Data entries:
:::

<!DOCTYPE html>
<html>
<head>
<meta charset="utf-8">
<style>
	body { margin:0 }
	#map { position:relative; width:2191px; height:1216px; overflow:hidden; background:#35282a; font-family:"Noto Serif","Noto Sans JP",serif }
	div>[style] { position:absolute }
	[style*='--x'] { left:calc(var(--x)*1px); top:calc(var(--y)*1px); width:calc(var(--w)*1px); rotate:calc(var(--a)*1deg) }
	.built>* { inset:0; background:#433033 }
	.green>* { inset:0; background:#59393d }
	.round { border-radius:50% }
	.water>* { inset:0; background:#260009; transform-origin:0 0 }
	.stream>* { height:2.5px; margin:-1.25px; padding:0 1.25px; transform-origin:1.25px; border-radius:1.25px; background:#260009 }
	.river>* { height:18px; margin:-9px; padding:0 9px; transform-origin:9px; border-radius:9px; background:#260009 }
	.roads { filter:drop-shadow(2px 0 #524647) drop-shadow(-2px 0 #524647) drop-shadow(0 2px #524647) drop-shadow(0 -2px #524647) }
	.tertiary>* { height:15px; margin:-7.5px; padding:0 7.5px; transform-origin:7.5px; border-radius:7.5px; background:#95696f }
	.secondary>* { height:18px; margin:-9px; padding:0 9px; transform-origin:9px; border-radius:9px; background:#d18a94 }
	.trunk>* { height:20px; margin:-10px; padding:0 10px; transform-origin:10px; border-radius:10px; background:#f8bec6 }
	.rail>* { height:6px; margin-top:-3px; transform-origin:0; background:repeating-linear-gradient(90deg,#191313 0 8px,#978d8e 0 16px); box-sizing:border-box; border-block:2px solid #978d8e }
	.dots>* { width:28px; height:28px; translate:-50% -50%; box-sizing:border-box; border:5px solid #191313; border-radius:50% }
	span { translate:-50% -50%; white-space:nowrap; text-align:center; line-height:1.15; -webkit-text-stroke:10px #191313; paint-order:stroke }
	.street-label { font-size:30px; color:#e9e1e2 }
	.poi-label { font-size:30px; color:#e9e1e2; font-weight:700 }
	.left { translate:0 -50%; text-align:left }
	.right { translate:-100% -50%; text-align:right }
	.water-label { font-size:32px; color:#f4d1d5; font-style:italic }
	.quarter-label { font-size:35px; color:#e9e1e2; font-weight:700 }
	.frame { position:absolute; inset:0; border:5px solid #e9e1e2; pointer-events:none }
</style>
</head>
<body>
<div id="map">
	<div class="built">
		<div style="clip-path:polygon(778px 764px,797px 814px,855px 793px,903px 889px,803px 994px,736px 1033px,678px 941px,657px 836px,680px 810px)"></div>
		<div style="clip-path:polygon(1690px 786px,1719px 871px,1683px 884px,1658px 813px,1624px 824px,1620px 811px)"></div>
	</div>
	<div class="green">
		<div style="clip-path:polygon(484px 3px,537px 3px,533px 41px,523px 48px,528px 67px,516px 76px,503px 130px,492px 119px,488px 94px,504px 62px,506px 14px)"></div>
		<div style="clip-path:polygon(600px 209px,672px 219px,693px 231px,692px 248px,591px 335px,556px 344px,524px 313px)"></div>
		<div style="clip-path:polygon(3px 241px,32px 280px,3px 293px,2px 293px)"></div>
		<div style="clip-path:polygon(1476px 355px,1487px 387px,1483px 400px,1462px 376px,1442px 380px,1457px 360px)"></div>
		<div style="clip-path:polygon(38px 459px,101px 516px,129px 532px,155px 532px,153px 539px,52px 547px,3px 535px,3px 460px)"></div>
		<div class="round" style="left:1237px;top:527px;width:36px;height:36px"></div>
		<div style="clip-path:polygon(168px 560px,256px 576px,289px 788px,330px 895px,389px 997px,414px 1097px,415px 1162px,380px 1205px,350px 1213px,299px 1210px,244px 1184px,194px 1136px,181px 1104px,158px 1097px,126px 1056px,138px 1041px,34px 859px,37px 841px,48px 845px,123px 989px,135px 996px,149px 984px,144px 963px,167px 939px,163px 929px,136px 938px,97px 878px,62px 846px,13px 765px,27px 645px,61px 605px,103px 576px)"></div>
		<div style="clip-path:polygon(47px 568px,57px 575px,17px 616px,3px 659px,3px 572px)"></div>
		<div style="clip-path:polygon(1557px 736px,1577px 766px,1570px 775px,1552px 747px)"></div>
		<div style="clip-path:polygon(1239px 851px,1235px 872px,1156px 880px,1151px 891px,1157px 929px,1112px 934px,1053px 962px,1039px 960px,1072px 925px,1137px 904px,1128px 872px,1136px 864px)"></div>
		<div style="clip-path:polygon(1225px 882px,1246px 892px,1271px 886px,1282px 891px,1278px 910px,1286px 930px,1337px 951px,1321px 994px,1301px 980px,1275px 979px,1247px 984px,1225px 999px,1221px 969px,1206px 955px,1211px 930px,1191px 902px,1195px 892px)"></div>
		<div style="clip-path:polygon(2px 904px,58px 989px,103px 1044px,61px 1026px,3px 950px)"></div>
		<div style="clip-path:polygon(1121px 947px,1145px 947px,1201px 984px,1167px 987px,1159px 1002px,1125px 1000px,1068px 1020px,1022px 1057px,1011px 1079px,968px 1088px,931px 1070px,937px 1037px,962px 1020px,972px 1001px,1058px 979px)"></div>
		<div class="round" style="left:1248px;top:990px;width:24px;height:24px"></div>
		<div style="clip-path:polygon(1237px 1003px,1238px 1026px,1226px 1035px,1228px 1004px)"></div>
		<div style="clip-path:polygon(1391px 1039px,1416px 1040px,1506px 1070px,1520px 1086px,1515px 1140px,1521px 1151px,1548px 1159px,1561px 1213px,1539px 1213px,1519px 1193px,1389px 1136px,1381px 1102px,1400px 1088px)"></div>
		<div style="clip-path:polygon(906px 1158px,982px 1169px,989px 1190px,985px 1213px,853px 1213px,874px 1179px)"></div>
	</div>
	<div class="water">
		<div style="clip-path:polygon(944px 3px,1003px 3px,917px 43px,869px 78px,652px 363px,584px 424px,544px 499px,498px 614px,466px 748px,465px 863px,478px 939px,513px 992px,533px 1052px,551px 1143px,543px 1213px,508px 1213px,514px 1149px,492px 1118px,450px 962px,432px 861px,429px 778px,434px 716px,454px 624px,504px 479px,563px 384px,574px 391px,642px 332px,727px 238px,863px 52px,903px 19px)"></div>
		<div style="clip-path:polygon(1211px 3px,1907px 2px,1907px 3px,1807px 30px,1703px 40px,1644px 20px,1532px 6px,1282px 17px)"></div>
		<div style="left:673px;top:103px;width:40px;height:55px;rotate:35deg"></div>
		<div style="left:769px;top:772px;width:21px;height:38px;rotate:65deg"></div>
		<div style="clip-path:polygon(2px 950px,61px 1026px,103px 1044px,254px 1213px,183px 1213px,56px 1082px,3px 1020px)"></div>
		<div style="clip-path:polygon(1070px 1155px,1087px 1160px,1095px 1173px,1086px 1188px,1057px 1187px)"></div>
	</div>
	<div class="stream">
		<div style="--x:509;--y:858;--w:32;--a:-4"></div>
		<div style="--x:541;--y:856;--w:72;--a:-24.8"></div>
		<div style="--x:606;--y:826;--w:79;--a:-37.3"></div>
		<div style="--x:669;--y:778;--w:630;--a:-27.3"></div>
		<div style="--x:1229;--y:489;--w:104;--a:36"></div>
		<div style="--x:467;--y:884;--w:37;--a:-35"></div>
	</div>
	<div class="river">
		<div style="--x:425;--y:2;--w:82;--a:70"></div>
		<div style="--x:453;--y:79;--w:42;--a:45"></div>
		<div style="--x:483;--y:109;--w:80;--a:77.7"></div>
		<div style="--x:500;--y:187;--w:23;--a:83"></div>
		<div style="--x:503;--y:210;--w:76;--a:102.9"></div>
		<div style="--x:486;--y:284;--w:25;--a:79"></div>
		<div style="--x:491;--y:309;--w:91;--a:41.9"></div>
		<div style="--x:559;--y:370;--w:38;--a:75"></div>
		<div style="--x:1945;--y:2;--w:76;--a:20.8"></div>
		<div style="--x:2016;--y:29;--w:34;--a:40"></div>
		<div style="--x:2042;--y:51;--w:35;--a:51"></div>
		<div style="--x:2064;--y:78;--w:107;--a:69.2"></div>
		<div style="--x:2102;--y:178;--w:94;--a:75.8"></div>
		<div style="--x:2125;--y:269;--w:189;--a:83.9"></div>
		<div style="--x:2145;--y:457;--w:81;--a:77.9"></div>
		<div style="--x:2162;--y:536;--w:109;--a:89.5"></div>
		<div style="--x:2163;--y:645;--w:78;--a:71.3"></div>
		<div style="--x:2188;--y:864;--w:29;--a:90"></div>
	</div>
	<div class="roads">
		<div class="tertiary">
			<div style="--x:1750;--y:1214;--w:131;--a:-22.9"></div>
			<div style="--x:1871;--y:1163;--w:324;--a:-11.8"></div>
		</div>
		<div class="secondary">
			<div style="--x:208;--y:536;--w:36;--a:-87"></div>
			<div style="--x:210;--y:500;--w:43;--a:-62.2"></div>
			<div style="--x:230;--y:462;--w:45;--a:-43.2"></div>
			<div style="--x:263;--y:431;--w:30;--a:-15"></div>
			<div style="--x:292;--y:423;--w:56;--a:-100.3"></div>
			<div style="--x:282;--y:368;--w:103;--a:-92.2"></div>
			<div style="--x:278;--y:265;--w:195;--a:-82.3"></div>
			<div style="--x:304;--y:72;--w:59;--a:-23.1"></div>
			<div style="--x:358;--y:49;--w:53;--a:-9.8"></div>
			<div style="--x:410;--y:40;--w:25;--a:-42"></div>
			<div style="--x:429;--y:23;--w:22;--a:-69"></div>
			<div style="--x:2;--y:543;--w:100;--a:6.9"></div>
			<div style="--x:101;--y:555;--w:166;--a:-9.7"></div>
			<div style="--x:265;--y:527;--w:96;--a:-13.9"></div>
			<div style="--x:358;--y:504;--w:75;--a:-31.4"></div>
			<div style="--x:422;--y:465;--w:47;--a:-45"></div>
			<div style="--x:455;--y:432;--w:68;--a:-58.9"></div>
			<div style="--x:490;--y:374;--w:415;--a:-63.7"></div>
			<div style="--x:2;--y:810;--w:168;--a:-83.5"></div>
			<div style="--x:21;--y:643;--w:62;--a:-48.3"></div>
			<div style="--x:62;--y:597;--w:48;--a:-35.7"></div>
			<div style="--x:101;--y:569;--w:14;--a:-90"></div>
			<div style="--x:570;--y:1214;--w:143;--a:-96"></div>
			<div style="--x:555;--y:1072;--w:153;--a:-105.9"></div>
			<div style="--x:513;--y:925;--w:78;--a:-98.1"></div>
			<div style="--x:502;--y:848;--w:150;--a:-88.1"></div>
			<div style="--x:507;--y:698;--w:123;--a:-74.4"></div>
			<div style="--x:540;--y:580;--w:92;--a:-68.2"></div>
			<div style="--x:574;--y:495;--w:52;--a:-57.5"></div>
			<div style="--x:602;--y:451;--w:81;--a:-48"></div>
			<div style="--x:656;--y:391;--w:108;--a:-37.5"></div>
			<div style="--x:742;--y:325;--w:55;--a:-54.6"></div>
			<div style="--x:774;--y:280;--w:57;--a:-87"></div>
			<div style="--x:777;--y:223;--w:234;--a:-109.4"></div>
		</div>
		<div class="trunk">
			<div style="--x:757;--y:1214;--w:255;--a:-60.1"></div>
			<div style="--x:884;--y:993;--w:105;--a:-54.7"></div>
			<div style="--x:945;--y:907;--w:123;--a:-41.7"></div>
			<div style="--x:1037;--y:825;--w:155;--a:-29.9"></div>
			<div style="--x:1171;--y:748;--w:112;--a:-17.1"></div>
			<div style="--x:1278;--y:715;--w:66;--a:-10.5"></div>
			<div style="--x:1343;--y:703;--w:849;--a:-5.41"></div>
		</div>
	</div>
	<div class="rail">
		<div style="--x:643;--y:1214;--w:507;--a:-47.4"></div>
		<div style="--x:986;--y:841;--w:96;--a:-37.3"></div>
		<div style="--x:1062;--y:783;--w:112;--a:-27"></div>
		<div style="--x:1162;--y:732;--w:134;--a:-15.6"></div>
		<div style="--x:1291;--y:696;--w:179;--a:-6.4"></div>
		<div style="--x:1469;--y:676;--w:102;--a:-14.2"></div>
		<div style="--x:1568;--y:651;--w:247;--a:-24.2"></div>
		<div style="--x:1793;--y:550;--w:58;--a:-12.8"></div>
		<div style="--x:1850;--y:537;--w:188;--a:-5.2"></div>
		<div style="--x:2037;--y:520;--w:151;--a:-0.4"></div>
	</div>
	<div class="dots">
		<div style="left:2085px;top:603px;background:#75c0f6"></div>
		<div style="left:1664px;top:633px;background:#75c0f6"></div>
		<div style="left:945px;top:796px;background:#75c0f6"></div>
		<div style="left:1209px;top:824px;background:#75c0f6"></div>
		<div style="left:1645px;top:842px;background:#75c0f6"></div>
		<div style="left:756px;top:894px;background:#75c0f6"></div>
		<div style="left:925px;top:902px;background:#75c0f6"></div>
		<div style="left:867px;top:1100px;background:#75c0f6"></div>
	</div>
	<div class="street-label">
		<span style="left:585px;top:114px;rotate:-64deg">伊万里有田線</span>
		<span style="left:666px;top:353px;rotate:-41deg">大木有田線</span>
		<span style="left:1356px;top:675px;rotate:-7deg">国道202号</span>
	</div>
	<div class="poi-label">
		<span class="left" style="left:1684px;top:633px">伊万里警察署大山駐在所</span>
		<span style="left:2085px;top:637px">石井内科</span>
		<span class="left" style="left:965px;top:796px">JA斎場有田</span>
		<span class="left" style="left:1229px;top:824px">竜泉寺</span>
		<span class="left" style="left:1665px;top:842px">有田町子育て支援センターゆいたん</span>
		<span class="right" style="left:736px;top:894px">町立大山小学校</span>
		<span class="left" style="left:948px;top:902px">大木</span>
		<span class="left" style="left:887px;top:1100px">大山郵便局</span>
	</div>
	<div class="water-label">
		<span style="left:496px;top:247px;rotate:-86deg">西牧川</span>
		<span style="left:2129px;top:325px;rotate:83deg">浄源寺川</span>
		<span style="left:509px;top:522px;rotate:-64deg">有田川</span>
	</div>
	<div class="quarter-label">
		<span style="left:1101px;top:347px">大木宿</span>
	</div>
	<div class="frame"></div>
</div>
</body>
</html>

:::

■ Exercise brief ■
Copy each line from the data above that includes "stream".

■ Task response ■
	.stream>* { height:2.5px; margin:-1.25px; padding:0 1.25px; transform-origin:1.25px; border-radius:1.25px; background:#260009 }
	<div class="stream">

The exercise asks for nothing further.